Durant les onze années de son pontificat,
Urbain connut, lui aussi, les temps troublés, plus troublés même que les
nôtres, et il reçut en héritage, avec la dignité pontificale, un fardeau
que les épaules d’un Grégoire VII avaient eu peine à porter. La
civilisation chrétienne, menacée au dehors par l’islamisme qui s’avance
triomphant ; au dedans, la paix de l’Europe sans cesse troublée par les
guerres intestines ; la liberté des petits et des faibles étouffée sous
les oppressions féodales ; l’Italie en proie aux invasions et aux
ravages de l’Allemagne ; la liberté de l’Église atteinte dans l’exercice
de ses droits les plus sacrés et les plus essentiels, par le despotisme
de la puissance impériale allemande ; le sanctuaire envahi par la
simonie et la corruption des mœurs, fruit fatal des investitures
séculières et de l’asservissement de l’Église ; l’indissolubilité du
mariage mise en question et violée par les princes les plus puissants ;
partout le droit méconnu, partout la force triomphante : tel est, en
raccourci, le spectacle désolant qui s’offre à ses regards au moment où
il est placé à la tête de la chrétienté.
Saint Grégoire VII est mort à la peine,
et, quelque part que l’on tourne les yeux, nul espoir n’apparaît encore
du côté des hommes. Cependant, Urbain ne désespère pas. Le cœur confiant
en Dieu, il saisit le gouvernail d’une main vigoureuse. Il se pose en
champion résolu de toutes les libertés nécessaires aux sociétés, ç
l’Église, aux âmes, et en athlète déterminé à combattre tous les
despotismes du dehors et du dedans. Formée à l’école monastique,
éprouvée au creuset de l’adversité, accoutumée à toutes les souffrances
et à toutes les abnégations personnelles, son âme accepte le lutte avec
une invincible énergie tempérée par une inépuisable douceur. Malgré le
triomphe momentané de la force, Urbain croit au triomphe définitif du
droit. C’est de Dieu, du temps et de la patience qu’il attend la
victoire, et il n’est point trompé dans son espérance.

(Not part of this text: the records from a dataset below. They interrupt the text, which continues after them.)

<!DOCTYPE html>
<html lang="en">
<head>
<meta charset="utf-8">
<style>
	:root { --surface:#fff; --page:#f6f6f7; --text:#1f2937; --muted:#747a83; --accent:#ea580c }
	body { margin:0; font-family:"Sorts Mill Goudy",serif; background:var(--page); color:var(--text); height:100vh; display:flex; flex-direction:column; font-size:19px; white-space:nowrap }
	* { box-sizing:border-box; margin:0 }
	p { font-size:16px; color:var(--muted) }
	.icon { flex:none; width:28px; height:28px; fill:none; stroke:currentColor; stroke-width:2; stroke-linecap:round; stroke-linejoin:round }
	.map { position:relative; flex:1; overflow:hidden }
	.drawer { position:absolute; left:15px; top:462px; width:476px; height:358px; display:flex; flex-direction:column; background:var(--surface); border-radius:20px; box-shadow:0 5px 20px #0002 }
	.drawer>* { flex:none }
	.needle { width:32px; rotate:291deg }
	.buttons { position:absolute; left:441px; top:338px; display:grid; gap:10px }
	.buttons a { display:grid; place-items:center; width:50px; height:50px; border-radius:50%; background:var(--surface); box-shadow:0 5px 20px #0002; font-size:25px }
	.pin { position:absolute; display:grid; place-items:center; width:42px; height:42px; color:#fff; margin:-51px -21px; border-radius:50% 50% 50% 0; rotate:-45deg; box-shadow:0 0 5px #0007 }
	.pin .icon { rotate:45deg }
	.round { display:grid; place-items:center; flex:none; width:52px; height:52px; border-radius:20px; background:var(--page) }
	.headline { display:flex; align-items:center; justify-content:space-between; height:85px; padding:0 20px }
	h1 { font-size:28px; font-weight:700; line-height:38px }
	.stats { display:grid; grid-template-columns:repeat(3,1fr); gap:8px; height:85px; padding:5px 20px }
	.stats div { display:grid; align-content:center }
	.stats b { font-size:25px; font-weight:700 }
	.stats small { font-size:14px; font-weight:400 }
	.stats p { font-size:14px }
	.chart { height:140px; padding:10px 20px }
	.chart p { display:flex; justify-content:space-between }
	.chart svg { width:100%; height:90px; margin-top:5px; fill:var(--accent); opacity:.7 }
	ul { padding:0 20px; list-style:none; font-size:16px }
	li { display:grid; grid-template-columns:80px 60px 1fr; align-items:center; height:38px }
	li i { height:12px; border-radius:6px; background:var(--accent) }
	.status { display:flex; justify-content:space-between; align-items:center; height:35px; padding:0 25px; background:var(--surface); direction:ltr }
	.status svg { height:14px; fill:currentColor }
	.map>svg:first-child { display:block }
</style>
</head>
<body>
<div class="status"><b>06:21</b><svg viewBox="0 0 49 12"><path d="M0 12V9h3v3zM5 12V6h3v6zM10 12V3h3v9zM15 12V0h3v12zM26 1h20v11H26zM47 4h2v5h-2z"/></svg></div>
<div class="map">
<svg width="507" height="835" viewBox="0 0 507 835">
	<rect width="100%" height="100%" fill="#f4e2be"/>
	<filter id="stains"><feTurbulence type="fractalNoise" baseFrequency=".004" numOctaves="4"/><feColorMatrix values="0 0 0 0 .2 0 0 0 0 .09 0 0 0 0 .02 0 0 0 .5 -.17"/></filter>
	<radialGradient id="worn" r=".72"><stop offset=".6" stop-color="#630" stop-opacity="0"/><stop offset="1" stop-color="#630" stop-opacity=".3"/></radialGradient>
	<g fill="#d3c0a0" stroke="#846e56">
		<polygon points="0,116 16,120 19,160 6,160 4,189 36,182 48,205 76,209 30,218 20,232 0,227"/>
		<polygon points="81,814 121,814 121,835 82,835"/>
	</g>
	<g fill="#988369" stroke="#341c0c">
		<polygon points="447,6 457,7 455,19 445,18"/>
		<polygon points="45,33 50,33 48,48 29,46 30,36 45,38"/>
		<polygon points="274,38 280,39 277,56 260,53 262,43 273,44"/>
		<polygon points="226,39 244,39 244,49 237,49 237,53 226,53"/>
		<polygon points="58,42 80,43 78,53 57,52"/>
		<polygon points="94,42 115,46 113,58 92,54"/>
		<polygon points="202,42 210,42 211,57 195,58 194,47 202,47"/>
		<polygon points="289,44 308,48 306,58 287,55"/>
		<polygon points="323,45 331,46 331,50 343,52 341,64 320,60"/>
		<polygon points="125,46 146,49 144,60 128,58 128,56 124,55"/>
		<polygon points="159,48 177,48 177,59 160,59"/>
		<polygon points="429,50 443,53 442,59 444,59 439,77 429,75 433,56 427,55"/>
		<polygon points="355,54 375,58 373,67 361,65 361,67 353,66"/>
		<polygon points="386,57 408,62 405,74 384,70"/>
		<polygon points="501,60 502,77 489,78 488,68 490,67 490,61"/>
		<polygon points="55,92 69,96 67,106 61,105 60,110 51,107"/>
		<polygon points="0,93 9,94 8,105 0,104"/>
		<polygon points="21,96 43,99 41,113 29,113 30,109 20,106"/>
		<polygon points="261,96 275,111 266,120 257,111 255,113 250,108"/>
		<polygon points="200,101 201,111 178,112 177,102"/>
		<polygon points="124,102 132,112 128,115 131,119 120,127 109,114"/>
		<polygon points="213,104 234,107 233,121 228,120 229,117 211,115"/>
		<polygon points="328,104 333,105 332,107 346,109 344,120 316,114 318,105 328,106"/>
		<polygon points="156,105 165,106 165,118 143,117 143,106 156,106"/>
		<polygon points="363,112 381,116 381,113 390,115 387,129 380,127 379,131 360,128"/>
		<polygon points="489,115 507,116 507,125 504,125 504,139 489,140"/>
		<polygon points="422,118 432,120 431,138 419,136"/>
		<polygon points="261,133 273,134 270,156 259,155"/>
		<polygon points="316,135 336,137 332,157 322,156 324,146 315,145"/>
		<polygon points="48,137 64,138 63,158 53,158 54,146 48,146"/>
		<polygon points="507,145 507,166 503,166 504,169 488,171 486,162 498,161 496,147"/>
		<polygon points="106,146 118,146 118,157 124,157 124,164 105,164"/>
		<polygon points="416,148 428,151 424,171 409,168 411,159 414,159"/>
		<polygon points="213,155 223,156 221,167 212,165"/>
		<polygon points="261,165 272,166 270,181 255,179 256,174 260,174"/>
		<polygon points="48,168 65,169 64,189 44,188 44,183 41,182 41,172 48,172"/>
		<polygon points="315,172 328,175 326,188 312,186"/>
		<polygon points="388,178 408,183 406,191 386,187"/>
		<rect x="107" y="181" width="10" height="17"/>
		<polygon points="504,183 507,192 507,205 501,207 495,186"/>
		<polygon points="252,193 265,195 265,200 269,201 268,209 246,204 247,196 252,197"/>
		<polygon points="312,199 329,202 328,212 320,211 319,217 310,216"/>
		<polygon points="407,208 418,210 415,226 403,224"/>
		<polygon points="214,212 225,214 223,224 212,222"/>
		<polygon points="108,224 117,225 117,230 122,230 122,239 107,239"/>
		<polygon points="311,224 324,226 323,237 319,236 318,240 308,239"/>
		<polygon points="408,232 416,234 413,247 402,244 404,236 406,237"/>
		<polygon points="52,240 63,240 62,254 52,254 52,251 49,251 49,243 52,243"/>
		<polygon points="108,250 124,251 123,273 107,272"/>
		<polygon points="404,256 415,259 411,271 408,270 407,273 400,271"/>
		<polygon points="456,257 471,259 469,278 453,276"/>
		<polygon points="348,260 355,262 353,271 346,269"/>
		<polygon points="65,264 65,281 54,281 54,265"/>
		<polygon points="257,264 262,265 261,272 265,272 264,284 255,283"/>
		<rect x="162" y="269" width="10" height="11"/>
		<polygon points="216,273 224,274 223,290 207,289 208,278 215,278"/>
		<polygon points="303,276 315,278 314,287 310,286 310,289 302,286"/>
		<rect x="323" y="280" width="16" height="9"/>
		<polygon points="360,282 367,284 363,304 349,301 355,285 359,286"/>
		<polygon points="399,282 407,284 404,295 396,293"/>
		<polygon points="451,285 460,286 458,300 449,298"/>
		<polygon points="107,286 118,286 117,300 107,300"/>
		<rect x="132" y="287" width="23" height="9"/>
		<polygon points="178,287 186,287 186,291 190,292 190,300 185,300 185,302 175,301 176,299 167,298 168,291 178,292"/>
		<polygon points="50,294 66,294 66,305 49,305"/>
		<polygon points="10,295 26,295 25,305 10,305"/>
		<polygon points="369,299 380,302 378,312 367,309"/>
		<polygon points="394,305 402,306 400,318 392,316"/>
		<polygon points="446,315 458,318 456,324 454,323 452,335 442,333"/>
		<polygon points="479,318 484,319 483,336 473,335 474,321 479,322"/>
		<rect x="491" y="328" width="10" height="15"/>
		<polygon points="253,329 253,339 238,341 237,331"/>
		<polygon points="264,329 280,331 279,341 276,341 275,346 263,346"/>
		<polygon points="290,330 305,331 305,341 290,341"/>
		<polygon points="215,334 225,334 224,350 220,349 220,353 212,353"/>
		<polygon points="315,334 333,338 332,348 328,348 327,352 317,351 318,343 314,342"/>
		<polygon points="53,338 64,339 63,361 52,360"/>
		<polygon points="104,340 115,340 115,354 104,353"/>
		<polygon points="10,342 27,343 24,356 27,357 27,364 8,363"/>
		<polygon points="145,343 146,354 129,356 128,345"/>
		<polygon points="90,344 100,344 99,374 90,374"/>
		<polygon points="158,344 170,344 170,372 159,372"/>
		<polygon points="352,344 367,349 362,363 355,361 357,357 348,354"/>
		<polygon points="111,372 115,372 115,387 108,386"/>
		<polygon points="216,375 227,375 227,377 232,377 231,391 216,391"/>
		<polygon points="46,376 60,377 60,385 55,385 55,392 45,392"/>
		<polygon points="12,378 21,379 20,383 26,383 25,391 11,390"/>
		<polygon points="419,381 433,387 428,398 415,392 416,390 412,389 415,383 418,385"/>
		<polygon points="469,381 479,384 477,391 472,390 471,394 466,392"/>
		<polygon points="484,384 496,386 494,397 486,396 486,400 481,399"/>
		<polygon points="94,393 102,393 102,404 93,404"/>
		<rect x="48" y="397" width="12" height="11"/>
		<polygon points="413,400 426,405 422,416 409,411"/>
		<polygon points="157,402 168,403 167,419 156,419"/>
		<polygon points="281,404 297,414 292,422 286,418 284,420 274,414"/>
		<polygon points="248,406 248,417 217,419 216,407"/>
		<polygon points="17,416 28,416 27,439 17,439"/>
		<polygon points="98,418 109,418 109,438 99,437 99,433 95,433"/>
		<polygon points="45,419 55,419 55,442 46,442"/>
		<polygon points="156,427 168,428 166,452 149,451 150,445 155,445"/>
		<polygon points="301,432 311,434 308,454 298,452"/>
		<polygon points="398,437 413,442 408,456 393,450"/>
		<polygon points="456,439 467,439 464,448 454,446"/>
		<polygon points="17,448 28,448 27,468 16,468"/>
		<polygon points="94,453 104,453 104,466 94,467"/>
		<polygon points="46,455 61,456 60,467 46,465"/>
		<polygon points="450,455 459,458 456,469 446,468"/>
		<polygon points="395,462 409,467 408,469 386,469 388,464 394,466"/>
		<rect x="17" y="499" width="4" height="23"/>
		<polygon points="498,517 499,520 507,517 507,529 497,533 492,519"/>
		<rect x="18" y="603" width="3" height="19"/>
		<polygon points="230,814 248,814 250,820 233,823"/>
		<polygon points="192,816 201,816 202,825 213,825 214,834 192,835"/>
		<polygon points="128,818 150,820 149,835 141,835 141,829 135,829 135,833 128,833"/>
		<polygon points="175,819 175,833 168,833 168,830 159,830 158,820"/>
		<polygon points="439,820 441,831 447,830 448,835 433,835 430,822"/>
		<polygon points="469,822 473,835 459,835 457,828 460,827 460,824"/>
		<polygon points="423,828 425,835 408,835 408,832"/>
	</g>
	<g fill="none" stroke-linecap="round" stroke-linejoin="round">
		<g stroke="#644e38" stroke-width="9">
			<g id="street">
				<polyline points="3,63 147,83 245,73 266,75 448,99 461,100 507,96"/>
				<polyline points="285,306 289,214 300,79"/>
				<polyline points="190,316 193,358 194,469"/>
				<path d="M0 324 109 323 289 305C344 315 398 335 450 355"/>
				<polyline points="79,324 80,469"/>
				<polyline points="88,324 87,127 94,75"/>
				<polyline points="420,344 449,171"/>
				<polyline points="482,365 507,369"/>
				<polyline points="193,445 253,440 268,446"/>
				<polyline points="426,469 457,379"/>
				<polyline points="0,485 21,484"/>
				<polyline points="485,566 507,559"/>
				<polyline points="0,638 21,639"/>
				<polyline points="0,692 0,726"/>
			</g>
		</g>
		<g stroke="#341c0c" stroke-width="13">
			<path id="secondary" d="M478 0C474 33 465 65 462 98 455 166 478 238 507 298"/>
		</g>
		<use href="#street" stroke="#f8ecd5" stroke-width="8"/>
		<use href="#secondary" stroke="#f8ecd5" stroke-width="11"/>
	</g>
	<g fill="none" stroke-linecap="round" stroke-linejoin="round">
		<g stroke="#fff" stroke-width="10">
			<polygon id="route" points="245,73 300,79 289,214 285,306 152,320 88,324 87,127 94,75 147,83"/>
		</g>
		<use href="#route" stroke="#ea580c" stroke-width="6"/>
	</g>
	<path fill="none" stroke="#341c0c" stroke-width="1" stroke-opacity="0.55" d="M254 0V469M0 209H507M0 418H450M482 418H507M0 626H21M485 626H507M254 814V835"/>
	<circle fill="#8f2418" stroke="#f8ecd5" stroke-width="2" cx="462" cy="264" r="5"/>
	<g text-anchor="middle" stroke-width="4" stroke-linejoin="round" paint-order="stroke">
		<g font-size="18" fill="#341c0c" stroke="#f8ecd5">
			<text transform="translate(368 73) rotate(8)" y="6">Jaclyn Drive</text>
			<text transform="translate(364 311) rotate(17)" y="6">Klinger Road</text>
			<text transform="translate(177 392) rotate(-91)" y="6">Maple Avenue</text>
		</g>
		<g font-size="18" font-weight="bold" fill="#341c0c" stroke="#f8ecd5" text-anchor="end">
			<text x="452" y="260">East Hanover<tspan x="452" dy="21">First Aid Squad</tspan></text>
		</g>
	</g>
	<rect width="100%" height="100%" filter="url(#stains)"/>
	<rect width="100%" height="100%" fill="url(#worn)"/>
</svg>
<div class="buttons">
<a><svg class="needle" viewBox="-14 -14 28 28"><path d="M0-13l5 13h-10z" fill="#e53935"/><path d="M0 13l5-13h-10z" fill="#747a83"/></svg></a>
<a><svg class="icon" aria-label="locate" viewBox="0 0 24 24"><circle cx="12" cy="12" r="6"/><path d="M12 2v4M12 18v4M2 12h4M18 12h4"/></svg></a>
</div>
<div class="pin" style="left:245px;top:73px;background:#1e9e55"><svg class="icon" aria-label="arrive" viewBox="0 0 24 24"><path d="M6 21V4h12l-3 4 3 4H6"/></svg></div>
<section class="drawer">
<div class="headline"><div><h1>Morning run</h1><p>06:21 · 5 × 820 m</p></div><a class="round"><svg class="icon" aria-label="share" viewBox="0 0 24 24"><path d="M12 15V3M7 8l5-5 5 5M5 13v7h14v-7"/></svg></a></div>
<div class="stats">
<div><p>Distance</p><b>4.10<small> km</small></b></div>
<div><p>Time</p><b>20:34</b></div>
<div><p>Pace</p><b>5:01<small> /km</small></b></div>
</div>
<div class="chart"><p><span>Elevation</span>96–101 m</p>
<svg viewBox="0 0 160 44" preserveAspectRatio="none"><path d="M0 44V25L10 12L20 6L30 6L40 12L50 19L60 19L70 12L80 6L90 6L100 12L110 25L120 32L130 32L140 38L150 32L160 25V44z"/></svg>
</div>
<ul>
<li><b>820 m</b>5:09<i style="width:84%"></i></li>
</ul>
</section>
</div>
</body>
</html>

Quand il descend dans la tombe, bien que
l’horizon soit encore chargé de nuages, il peut cependant entrevoir un
ciel plus serein et des jours plus calmes. Il a fait, en effet, refluer
vers le Nord les soldats de l’Allemagne, et l’Italie, plus unie par ses
soins, se sent plus forte pour reconquérir sa liberté définitive ; il a
rassuré les petits et les faibles en les prenant sous la protection de
l’Église, et en étendant la Trêve de Dieu à presque toutes les
nations d’Europe ; il a reporté la guerre et la terreur jusqu’au cœur de
l’islamisme, et en reculant de quatre siècles les envahissements du
croissant, il a sauvé à jamais la liberté de l’Europe chrétienne ; il a
fondu dans une pensée fraternelle, en les associant pour une entreprise
commune, la première croisade, vingt peuples de l’Occident jusque là
divisés ; il a brisé les fers de l’Église en poursuivant sans trêve ni
merci l’investiture impériale des dignitaires ecclésiastiques, le fléau
de la clérogamie et le trafic des choses saintes ; il a propagé partout
la vie monastique, qu’il considère à bon droit comme l’élément le plus
sain d’une société à peine sortie de la barbarie ; il a sauvé, aux yeux
des peuples, le principe sacré de l’indissolubilité du mariage en
lançant les foudres redoutables de l’excommunication contre les violeurs
de ce devoir fondamental, sans se laisser arrêter par la crainte de leur
scptre ni par l’éclat de leur couronne.
Et qui dira ce qu’il lui en coûta de
luttes, de voyages, d’humiliations, de privations et de sacrifices,
durant les onze années qu’il gouverna l’Église, poursuivi par les
puissances, entravé dans son action par le schisme, délaissé et trahi
pas ses auxiliaires naturels, exilé au sein de Rome, réduit à fuir de sa
propre ville, vivant du pain de l’aumône, et expirant comme un pauvre
abandonné, dans une île du Tibre (29 juillet 1099) ?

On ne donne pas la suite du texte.